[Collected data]
###

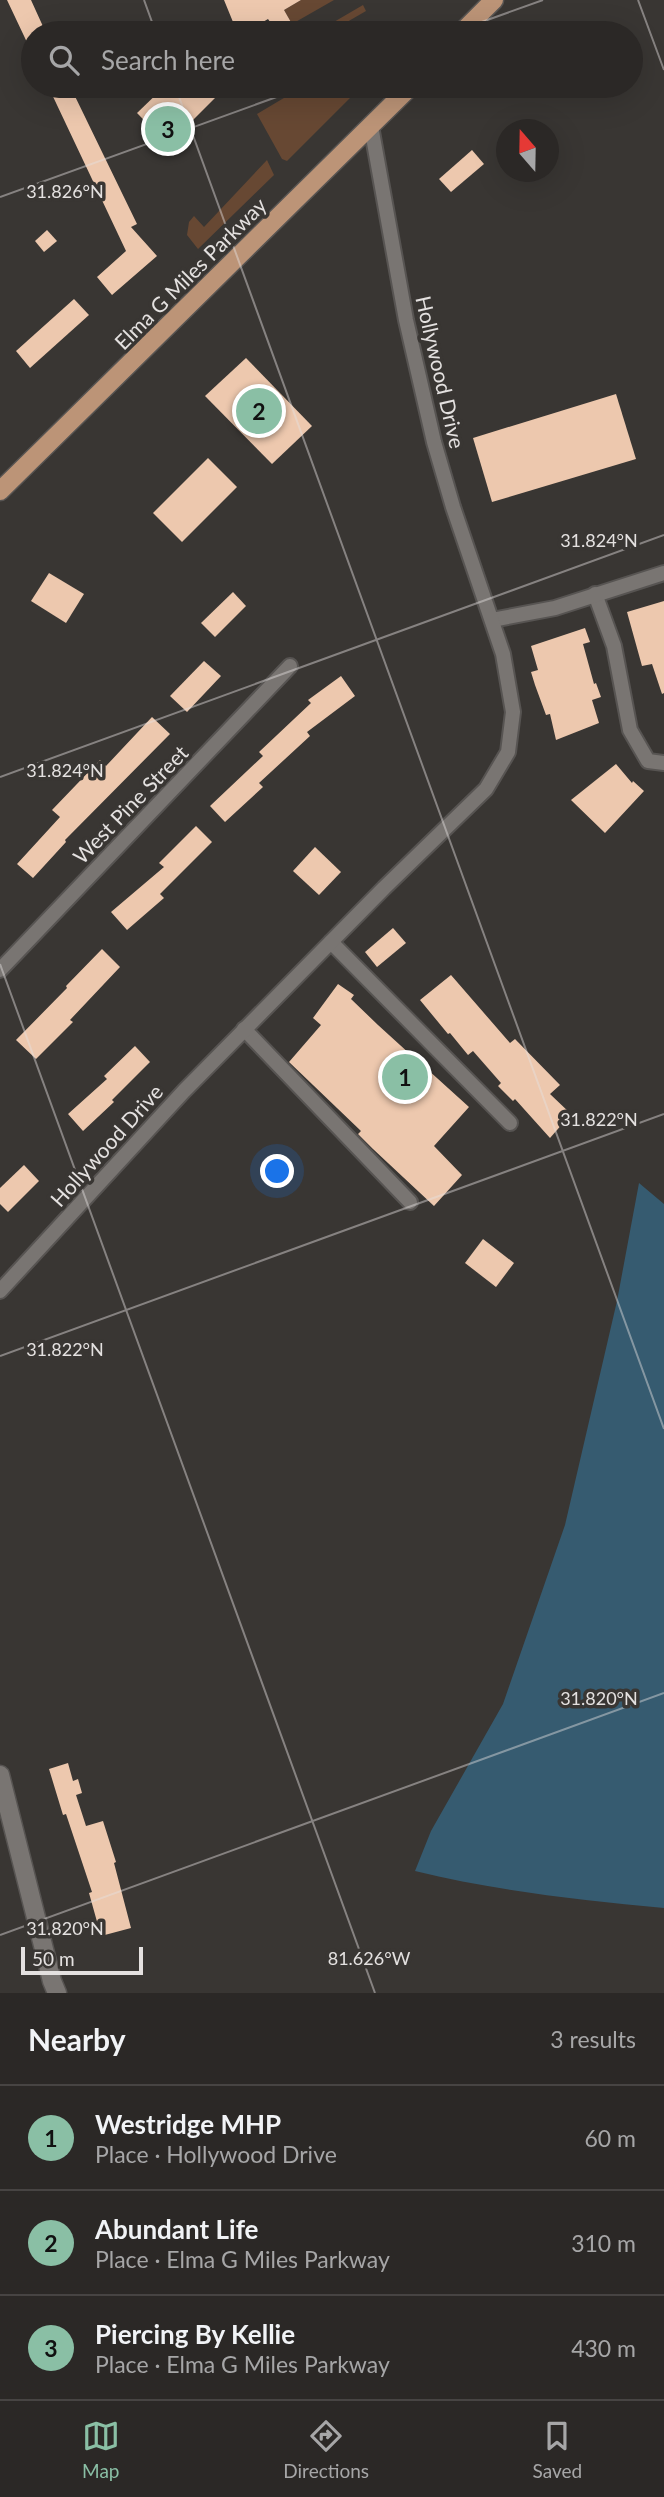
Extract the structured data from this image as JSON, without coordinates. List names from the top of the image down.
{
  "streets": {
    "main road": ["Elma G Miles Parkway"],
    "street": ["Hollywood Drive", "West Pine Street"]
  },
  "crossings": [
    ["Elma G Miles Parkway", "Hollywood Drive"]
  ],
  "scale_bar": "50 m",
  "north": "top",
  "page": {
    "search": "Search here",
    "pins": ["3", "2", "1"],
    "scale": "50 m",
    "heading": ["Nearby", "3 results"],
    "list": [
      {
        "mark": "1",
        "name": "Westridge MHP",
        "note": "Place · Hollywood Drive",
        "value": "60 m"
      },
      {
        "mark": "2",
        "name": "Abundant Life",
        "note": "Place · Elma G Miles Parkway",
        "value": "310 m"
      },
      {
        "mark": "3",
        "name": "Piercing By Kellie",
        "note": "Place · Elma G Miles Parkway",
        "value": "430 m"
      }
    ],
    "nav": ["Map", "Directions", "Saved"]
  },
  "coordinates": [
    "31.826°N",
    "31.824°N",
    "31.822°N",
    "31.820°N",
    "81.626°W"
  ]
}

###

INSTRUCTIONS FOR THE TASK: Which lines of the data contain "coordinates"? Copy them all.

PROBLEM SOLUTION:
Extract the structured data from this image as JSON, without coordinates. List names from the top of the image down.
  "coordinates": [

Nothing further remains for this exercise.